**DATA FOR THIS TASK:**
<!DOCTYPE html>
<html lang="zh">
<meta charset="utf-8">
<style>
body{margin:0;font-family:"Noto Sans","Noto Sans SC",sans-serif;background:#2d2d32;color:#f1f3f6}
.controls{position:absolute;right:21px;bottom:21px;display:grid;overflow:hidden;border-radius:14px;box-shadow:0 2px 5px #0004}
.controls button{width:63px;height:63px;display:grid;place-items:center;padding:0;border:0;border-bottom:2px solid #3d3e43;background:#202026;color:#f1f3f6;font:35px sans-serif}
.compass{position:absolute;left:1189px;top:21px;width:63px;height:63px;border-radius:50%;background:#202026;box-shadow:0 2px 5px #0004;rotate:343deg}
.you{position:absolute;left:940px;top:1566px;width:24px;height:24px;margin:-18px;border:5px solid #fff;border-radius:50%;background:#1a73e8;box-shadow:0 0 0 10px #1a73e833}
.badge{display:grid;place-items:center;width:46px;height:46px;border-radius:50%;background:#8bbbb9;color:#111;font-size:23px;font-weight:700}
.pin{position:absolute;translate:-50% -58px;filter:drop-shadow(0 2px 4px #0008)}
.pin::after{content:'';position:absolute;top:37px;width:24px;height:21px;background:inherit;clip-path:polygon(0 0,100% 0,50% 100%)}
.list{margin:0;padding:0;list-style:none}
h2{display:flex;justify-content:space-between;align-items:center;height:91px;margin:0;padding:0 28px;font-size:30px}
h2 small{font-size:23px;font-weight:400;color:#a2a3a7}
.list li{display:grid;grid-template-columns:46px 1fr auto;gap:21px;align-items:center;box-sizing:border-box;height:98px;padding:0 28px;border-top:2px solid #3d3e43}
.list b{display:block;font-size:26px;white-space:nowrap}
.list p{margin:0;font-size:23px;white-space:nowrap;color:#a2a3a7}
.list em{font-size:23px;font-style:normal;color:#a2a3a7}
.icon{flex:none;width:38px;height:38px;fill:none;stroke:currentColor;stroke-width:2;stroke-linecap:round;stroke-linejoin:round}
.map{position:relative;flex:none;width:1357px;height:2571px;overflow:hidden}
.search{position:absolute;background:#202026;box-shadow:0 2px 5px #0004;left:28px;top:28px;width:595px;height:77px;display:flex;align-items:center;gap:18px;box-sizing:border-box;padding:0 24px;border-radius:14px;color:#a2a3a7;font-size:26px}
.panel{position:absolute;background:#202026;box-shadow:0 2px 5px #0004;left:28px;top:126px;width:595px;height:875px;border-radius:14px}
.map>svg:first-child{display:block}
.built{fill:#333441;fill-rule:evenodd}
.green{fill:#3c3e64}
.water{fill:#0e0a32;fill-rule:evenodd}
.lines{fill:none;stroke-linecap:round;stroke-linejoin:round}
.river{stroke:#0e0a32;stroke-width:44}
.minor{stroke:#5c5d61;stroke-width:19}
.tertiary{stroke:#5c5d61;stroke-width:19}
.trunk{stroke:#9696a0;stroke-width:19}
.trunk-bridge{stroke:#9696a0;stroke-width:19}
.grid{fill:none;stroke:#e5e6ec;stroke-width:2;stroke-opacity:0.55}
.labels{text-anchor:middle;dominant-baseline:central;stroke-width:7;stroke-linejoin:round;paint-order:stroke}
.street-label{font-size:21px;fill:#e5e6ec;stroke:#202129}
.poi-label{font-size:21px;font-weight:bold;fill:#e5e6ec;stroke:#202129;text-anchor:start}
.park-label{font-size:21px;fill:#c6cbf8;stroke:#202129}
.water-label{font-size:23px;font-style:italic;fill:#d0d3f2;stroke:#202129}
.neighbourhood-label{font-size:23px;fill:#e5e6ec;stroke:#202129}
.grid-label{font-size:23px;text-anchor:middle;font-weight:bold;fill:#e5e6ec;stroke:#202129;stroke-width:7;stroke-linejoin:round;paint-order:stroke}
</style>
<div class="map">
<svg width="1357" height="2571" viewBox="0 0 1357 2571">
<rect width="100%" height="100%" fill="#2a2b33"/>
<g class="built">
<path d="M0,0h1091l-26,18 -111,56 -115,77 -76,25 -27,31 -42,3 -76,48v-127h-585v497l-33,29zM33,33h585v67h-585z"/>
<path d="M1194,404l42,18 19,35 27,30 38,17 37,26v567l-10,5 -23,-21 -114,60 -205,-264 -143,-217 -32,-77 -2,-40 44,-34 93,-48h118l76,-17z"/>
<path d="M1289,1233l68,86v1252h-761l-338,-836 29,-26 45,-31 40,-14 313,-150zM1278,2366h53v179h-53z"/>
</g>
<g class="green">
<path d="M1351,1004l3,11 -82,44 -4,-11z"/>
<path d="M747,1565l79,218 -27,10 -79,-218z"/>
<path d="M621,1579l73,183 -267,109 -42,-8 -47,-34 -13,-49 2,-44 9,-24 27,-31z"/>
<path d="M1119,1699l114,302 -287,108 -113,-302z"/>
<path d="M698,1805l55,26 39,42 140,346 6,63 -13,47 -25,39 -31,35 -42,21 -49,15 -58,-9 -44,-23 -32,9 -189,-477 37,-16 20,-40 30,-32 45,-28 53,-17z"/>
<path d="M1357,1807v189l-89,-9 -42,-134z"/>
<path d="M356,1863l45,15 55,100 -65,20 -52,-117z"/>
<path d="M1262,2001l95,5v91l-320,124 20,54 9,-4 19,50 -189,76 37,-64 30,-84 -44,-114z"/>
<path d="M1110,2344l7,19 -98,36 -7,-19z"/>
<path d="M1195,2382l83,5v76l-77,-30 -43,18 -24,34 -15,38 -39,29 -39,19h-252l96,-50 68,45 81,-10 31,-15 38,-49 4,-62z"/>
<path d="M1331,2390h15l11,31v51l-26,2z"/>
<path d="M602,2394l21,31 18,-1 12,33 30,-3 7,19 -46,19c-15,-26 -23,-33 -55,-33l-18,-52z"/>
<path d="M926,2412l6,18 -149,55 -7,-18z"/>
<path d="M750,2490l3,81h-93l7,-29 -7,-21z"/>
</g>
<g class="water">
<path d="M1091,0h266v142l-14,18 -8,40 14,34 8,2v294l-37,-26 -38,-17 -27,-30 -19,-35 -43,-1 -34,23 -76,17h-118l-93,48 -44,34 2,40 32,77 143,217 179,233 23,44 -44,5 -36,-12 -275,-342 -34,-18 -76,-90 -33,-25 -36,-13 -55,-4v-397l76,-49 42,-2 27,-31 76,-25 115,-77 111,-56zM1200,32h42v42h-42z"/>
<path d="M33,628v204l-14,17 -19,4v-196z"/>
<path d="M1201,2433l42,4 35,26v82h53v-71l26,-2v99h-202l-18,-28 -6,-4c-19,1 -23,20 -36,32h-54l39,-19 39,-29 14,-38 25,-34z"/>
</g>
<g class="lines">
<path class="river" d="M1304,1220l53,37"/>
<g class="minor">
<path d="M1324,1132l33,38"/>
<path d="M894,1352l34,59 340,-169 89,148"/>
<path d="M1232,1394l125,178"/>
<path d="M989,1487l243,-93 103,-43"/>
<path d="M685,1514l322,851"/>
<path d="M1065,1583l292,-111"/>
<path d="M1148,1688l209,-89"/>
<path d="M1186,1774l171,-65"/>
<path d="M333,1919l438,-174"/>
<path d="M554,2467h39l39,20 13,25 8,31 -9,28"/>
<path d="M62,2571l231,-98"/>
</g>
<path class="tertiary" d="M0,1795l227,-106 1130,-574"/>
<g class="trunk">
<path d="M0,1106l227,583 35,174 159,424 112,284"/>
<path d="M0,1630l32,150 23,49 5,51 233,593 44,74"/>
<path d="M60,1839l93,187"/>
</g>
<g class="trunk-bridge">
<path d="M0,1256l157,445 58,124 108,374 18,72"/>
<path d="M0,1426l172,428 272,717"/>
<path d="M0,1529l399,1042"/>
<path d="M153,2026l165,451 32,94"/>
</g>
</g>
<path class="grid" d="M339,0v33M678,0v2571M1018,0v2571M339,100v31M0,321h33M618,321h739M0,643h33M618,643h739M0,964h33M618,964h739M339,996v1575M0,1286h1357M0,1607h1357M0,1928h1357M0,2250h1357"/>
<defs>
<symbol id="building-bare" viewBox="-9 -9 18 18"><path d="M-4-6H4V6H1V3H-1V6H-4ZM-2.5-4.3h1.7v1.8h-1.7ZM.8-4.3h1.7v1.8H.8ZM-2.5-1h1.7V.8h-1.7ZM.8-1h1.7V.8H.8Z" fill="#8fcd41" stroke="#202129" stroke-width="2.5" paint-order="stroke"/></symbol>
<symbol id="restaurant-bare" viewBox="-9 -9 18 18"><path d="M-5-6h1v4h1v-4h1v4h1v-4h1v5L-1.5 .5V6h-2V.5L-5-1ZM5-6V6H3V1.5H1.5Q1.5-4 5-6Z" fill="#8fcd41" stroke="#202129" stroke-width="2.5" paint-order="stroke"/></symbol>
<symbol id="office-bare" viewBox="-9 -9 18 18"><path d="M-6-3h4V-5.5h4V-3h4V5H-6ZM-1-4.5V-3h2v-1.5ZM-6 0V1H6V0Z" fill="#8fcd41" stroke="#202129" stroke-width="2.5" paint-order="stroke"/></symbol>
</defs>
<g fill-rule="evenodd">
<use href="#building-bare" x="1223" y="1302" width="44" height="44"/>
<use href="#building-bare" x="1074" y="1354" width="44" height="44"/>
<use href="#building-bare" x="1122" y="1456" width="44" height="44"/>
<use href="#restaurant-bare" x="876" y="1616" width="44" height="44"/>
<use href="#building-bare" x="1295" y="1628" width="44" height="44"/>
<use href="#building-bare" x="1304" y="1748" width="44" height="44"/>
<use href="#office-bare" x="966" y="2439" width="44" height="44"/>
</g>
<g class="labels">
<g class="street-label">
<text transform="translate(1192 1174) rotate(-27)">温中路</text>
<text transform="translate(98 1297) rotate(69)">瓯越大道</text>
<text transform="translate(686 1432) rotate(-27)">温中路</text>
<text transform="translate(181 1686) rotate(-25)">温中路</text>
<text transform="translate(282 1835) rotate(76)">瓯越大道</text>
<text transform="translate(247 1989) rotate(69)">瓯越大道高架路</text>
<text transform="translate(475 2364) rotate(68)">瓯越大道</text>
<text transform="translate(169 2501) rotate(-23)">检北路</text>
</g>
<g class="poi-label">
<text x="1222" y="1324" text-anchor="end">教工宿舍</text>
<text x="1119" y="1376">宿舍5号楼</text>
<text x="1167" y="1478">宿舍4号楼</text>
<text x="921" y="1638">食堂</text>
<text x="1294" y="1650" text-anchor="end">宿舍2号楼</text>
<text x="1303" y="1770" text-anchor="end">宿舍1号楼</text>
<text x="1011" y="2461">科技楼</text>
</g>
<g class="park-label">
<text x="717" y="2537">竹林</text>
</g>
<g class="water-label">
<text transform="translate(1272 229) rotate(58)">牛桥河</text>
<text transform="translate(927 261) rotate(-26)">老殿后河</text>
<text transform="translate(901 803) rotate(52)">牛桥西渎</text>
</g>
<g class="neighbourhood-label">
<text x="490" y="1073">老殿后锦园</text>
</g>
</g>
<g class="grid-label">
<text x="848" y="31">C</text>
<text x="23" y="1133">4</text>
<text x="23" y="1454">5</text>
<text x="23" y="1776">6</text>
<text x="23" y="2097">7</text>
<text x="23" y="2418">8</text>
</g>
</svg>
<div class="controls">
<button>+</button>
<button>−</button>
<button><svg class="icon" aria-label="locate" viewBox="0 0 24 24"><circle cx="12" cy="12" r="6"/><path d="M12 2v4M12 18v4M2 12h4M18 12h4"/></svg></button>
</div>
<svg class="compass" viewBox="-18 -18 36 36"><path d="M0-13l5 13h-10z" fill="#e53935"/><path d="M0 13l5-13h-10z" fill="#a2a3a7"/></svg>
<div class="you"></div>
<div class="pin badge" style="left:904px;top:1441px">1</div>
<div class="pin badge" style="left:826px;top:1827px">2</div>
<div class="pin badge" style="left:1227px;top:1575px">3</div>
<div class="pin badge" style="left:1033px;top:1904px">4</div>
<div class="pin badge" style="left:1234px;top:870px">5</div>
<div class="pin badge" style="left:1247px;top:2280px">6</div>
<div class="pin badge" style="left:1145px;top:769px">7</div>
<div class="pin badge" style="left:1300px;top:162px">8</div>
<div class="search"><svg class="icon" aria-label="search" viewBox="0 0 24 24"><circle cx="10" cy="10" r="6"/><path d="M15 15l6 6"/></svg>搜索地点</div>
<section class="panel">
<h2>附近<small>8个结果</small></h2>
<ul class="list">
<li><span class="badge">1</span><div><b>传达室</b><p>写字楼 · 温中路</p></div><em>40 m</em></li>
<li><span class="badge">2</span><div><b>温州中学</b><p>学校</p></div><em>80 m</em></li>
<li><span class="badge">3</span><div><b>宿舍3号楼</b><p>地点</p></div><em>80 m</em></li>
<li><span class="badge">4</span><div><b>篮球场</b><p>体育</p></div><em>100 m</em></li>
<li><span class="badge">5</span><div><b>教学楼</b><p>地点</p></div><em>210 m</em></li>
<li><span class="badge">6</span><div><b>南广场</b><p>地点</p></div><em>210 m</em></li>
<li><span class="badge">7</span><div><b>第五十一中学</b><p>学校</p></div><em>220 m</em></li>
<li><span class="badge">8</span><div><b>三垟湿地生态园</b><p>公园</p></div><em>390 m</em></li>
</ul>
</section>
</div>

**ABOUT THIS TASK:**
Go through the listing above and find each line that contains "place", then copy it.

**RESPONSE TO THE TASK:**
.controls button{width:63px;height:63px;display:grid;place-items:center;padding:0;border:0;border-bottom:2px solid #3d3e43;background:#202026;color:#f1f3f6;font:35px sans-serif}
.badge{display:grid;place-items:center;width:46px;height:46px;border-radius:50%;background:#8bbbb9;color:#111;font-size:23px;font-weight:700}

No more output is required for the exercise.